That thought process led Knox to throw down a challenge to the insurance industry – use excess capital to fund innovative products. “Can the insurance market align it’s capital to be able to meet some of those risks going forward? I think the insurance market is starting to move in that direction,” Knox said.
“I mentioned that brand and risk can be insured and, in fact, there’s an insurance policy on the market now in London that actually will allow you to nominate certain risks and if they occur, and your brand and image or your reputation as it’s measured is effected by a share price or your earnings rather reduce as a result of it, then you can actually insure that now.”
According to Peter Kuczer, regional manager for Australasia multinational and risk management accounts at AIG, there is excess capital available. “The reality we have today is that there is excess capital in the traditional insurance market,” he said.
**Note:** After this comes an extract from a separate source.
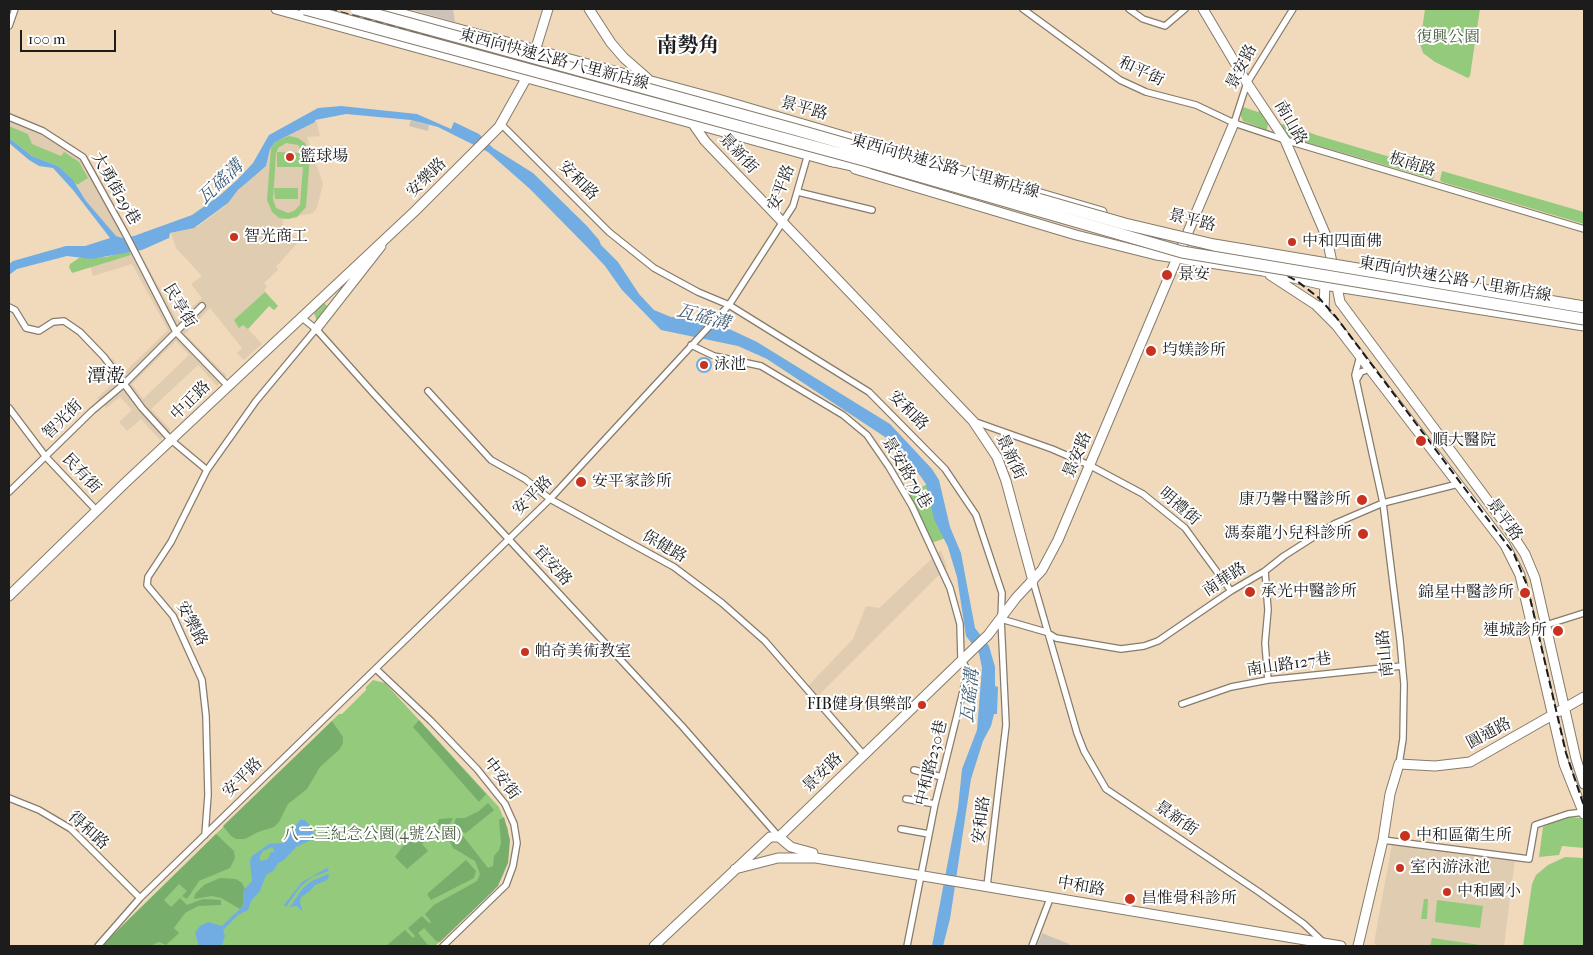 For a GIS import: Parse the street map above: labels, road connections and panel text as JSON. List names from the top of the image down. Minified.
{"streets":{"highway":["東西向快速公路 八里新店線"],"main road":["景安路","景平路","南山路","景新街","安樂路","中正路","圓通路","中和路"],"street":["和平街","板南路","安和路","安平路","大勇街29巷","民享街","智光街","景安路79巷","民有街","明禮街","保健路","宜安路","南華路","南山路127巷","中和路230巷","中安街","得和路"]},"crossings":[["東西向快速公路 八里新店線","景安路"],["東西向快速公路 八里新店線","景平路"],["景安路","和平街"],["景安路","景平路"],["景安路","南山路"],["景安路","景新街"],["景安路","板南路"],["景安路","安和路"],["景安路","景安路79巷"],["景安路","明禮街"],["景安路","保健路"],["景安路","宜安路"],["景安路","南華路"],["景安路","中和路230巷"],["景安路","中和路"],["和平街","板南路"],["景平路","南山路"],["景平路","景新街"],["景平路","安平路"],["景平路","南華路"],["景平路","圓通路"],["南山路","板南路"],["南山路","南華路"],["南山路","南山路127巷"],["南山路","圓通路"],["景新街","安平路"],["景新街","明禮街"],["景新街","南華路"],["景新街","中和路"],["安樂路","安和路"],["安樂路","安平路"],["安樂路","中正路"],["安樂路","宜安路"],["安和路","安平路"],["安和路","南華路"],["安和路","中和路"],["安平路","景安路79巷"],["安平路","保健路"],["安平路","宜安路"],["安平路","中安街"],["大勇街29巷","民享街"],["民享街","中正路"],["民享街","智光街"],["中正路","民有街"],["中正路","宜安路"],["智光街","民有街"],["景安路79巷","中和路230巷"],["明禮街","南華路"],["宜安路","中和路"],["中和路230巷","中和路"]],"districts":["南勢角","潭漧"],"water":["瓦磘溝"],"parks":["復興公園","八二三紀念公園(4號公園)"],"places":["籃球場","智光商工","中和四面佛","景安","均媄診所","泳池","順大醫院","安平家診所","康乃馨中醫診所","馮泰龍小兒科診所","承光中醫診所","錦星中醫診所","連城診所","帕奇美術教室","FIB健身俱樂部","中和區衛生所","室內游泳池","中和國小","昌惟骨科診所"],"scale_bar":"100 m"}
Knox agreed. “I think that they’re the sorts of things that we have to start looking at and saying where we’ve got excess supply of capital in the world of insurance, for example, marine insurance, property damage and business interruption insurance,” he said. “There’s a lot of capital out there for an offer to insure those risks, but in new areas there’s a gap where businesses, having gone through their ERM programs and having identified a plethora of different types of risks and having mapped them and found out there’s a mismatch here between what the insurance program covers and what the risks are that have been identified. Having identified that gap there’s a need for the insurance industry to sit down and say ‘well maybe we need to apply some of that capital into the area where industry and commerce going forward is going to need to put it aside from the traditional types of risks’.”
While Knox’s comments are being echoed by other senior risk professionals elsewhere in the world, some senior insurance professionals are unsure of whether there is appetite for the type of products being discussed – capital markets-based products, alternative risk transfer products and new coverages – and suggest this is ground that has been covered before.
“If you go back, from 2001 to say 2003, you’ll find numerous articles written about things like alternative risk transfer, alternative risk financing,” said Kuczer. “These types of products were in the market a number of years ago. By and large, worldwide capacity and appetite for those products is no longer active as at today.”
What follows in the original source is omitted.